La presencia de Rahola era obviamente extraña aunque fuera por poco habitual. A buen seguro que la audiencia de TV3 la echó de menos. Incluso ella se sentía rara, porque en uno de los momentos delirantes de la noche llegó a bromear con que "me habéis traído como saco de boxeo". En todo caso, a todos aquellos que legítimamente se ofenden por la presencia de la periodista en TVE habría que recordarles que, les guste o no lo que dice, Rahola no engaña a nadie y defiende lo mismo allá donde la llaman, ergo la culpa será de quien la llama.

No obstante, el protagonismo de Rahola es casi anecdótico dentro del caos reinante en Televisión Española. Cuatro presentadores para un programa que en realidad eran dos. Porque el especial emitido este domingo era algo así como un espacio mixto, con Ana Blanco y Carlos Franganillo como intermitentes presentadores de la parte informativa pero con Gemma Nierga y Xabier Fortes como dobles conductores de la parte de debate.

¿En realidad hacen falta dos personas para presentar un debate así?

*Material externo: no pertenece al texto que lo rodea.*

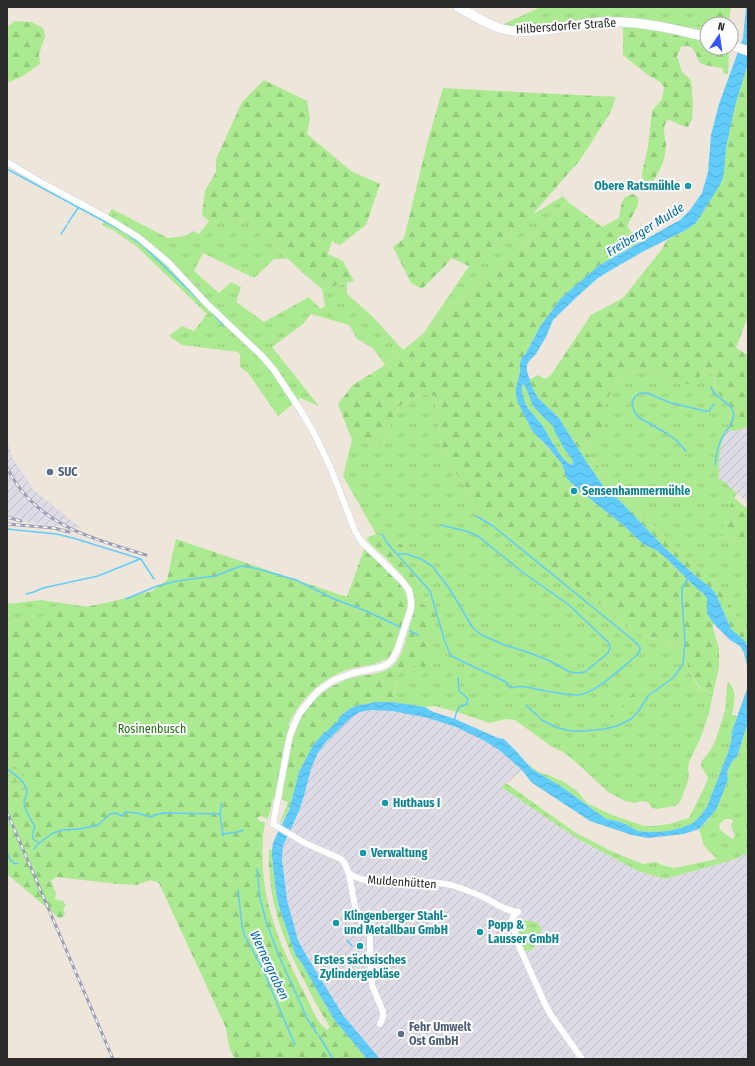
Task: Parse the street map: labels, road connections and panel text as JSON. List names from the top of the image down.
{
  "streets": {
    "main road": ["Hilbersdorfer Straße"],
    "street": ["Muldenhütten"]
  },
  "water": ["Freiberger Mulde", "Wernergraben"],
  "parks": ["Rosinenbusch"],
  "places": [
    "Obere Ratsmühle",
    "SUC",
    "Sensenhammermühle",
    "Huthaus I",
    "Verwaltung",
    "Klingenberger Stahl- und Metallbau GmbH",
    "Popp & Lausser GmbH",
    "Erstes sächsisches Zylindergebläse",
    "Fehr Umwelt Ost GmbH"
  ],
  "north": "top"
}
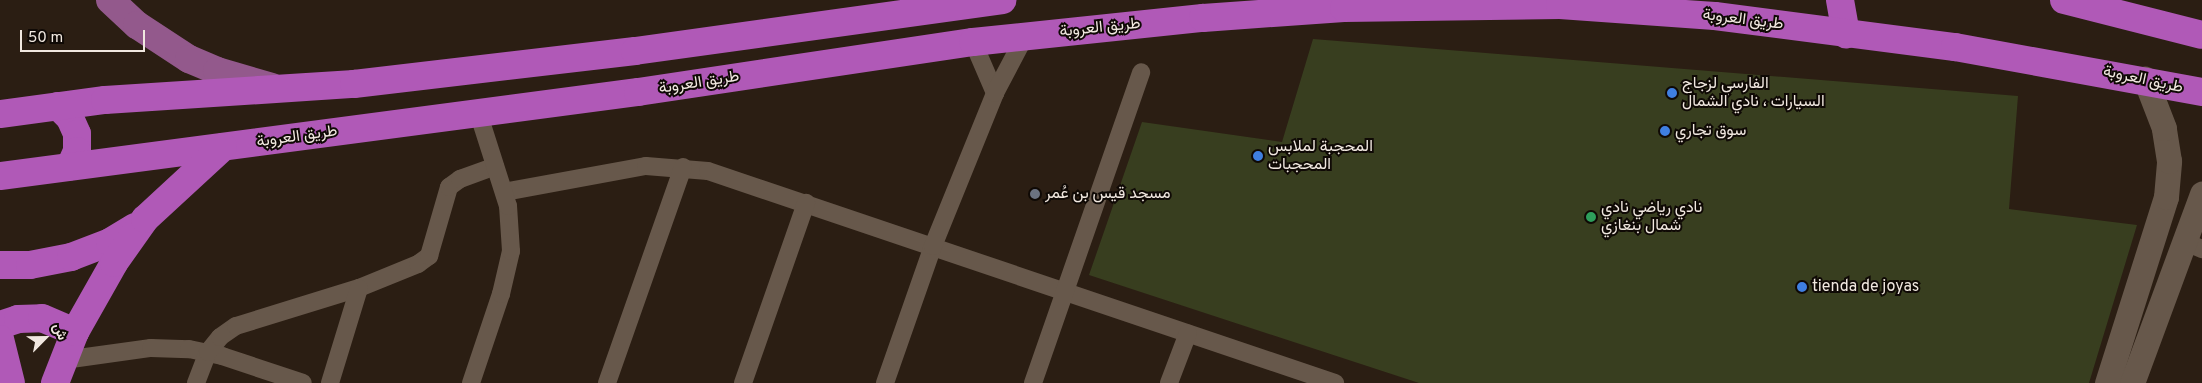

No, pero todo es susceptible de ser visto en esa corporación que gobierna la administradora única, Rosa María Mateo, que llegó para unos meses y ya lleva dos años y medio en el cargo. Al igual que no le tembló el pulso para despedir a los hacedores del famoso rótulo sobre la monarquía, quizás ahora debiera plantearse seriamente qué hacer con los responsables del extraño programa de TVE en el que, por ejemplo, veíamos a las nueve en punto de la noche, cuando muchos podían conectarse en busca del telediario, un surrealista paseo por el Parlament de la citada Nierga y el humorista Juan Carlos Ortega. Al menos TVE acertó en la parte técnica con los juegos virtuales en el plató de Torrespaña cuando hablaban Blanco y Franganillo. Pero todo eso palidecía ante el verbo irrefrenable de Rahola.

Entretanto, el especial de Al Rojo Vivo presentado por Antonio García Ferreras en La Sexta volvió a tener más ritmo y más sentido que ese caótico especial de TVE. O, dicho de otra manera, los programas emitidos este domingo son el mejor argumento para entender por qué la cadena pública ha dejado de ser el referente informativo para las grandes ocasiones como este 14-F.